Monday, June 28, 2010

Brooklyn



Anne sat in the open window of the hottest apartment in Brooklyn. Nothing that could even qualify as a breeze crossed the aperture of her dwelling, but still, she felt her post more bearable than most and she was loath to move. Her exposed, white legs were stretched across the sill, and her little head rested against the sticky frame. She had plaited her long hair in a french braid, knotted at the nape of her neck, and a turquoise headband attempted to tame the loose curls that misbehaved in the insufferable heat.

As sweat gathered in the supra-sternal notch of her neck, Anne allowed the party's conversations to flow around her like ebbing Woolfian thoughts. She knew that Cameron was watching her from the couch, and she let her ice-skating fingers circle one knee and then the other.

Condensation from her PBR can dripped on her thighs.
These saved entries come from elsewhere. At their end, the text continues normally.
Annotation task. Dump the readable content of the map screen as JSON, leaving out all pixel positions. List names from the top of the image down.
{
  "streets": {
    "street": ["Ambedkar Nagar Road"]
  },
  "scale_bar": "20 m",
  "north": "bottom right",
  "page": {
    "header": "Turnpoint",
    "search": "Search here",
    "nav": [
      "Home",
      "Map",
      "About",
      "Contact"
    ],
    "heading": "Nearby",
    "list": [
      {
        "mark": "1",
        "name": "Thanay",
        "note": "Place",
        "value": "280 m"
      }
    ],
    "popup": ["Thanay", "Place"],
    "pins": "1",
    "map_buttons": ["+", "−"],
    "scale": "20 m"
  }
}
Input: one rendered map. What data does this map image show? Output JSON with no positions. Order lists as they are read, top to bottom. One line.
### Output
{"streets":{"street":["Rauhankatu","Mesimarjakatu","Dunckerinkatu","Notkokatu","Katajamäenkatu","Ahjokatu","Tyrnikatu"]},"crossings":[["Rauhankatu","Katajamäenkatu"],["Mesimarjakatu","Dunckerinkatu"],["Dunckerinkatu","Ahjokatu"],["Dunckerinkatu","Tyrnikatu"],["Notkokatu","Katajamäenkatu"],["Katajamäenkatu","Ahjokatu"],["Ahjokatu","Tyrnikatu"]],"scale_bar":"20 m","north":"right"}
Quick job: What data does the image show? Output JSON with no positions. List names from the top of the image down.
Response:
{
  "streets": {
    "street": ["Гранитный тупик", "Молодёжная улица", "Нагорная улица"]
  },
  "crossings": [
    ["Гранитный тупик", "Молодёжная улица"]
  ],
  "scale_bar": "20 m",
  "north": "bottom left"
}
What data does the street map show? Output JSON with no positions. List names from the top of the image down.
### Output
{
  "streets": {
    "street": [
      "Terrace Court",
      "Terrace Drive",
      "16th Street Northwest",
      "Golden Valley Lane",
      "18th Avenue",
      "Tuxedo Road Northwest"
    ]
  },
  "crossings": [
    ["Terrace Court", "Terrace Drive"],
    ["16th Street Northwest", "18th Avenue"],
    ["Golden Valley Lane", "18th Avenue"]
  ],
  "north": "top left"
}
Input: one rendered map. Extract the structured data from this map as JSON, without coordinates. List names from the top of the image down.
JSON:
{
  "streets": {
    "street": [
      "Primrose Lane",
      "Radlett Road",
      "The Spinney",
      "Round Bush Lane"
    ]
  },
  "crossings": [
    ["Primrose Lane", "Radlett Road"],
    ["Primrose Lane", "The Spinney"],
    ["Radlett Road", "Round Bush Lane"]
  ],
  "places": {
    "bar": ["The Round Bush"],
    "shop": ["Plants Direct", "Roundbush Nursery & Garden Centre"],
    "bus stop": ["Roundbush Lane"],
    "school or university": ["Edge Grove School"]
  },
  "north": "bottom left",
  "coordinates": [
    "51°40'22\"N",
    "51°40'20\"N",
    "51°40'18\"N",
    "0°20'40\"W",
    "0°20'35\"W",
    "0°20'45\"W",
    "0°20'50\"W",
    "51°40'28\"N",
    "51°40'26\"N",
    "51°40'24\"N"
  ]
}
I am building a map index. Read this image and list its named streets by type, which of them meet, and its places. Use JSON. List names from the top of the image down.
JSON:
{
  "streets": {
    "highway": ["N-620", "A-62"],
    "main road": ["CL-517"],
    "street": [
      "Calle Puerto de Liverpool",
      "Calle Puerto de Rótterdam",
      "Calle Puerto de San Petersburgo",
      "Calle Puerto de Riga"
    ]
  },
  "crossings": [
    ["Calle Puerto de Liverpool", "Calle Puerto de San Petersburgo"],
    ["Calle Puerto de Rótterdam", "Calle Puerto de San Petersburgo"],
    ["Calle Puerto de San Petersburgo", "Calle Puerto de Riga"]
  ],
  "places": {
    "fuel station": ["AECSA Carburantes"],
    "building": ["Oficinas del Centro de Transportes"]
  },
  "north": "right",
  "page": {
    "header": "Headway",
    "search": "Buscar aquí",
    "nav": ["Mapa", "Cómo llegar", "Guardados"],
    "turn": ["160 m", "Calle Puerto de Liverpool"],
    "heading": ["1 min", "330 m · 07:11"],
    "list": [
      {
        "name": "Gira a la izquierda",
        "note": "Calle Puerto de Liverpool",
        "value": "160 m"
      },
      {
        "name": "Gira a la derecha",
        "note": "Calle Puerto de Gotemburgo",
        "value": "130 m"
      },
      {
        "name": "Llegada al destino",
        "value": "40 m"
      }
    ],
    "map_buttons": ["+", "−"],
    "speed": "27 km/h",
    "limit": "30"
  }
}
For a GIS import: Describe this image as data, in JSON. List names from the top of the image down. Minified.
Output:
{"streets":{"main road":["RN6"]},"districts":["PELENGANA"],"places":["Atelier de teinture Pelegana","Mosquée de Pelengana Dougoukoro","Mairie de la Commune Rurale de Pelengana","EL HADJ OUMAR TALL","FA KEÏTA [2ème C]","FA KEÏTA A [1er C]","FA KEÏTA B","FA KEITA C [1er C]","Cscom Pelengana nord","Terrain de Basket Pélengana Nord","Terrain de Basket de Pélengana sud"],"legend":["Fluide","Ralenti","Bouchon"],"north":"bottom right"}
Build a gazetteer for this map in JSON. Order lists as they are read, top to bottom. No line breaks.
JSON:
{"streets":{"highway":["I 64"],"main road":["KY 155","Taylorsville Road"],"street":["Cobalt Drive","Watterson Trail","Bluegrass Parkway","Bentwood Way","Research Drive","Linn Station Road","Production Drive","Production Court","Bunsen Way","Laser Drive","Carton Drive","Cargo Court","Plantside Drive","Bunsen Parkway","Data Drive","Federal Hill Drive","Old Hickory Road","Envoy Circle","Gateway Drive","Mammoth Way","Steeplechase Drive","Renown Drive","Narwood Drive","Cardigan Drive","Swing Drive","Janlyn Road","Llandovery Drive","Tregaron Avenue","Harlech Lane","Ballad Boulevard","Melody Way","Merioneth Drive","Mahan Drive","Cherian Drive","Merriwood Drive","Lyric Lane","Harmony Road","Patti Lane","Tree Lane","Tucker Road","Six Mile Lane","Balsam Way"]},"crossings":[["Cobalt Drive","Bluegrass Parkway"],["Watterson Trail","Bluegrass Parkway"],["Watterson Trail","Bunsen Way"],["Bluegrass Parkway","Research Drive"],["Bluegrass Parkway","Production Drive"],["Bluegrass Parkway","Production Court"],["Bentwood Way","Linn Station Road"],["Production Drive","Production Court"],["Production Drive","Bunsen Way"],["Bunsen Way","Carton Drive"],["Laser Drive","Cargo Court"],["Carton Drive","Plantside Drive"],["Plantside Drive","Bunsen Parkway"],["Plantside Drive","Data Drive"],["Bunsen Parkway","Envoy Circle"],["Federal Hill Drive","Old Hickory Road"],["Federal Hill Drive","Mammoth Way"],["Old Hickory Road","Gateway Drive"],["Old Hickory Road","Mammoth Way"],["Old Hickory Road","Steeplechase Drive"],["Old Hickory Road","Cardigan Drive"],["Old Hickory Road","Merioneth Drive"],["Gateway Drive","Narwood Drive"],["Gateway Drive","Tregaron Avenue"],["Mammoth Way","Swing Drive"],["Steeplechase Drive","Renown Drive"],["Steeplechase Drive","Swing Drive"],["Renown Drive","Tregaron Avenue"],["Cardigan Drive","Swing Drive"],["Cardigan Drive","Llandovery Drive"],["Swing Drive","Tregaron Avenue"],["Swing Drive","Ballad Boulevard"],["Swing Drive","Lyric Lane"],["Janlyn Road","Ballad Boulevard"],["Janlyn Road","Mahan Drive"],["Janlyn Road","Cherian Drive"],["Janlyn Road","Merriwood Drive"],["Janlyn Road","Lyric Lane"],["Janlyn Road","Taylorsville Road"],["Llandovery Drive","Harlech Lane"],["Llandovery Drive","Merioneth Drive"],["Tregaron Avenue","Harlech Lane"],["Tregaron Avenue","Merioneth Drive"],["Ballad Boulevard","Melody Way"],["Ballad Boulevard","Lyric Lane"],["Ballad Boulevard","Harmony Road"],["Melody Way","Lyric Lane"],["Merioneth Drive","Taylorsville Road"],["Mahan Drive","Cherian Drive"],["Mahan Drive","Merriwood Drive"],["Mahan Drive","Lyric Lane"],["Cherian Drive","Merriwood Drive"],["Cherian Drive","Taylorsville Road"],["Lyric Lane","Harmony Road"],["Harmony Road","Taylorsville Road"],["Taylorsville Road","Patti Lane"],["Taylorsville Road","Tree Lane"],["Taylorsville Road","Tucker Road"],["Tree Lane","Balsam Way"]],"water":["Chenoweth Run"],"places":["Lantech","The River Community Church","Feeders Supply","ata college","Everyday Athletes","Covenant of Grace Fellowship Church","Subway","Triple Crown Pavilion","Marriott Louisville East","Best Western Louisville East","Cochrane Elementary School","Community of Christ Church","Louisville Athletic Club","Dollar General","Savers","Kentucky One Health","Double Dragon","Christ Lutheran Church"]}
Anne was scared to go up on the roof; the ascent required the treacherous scaling of a rusty fire escape ladder and nothing to catch her fall. She was deathly afraid of winds and precipices and those spiral stone steps in old European castles. Dizzying heights and unsure methods of reaching them exhausted her mortal terror.

But it was hot.

She reached the top of the ladder with the lip of a solo cup between her teeth and a wondrous view of Manhattan before her eyes. It was beautiful, beautiful! And romantic...but she quaked in the emptiness of being alone.

Rachel was already on the roof with her lover. And talking in that calm manner that suggests security.

A breeze existed up there, perhaps blowing from the fairyland of twinkling lights in the distance, and Anne loosed her braid with her fingers and let her hair fall around her shoulders. For some reason, she thought of vanquishing dragons. And how she'd like to do it with wisps of hair escaping her armor. She would be drenched in sweat with a nasty gash bleeding into her right eye. Her fingernails would be caked with mud. She might be perched at a precarious height, and her sword would probably be heavy to wield, but vanquish she would.

Still, there was the matter of getting down from the roof.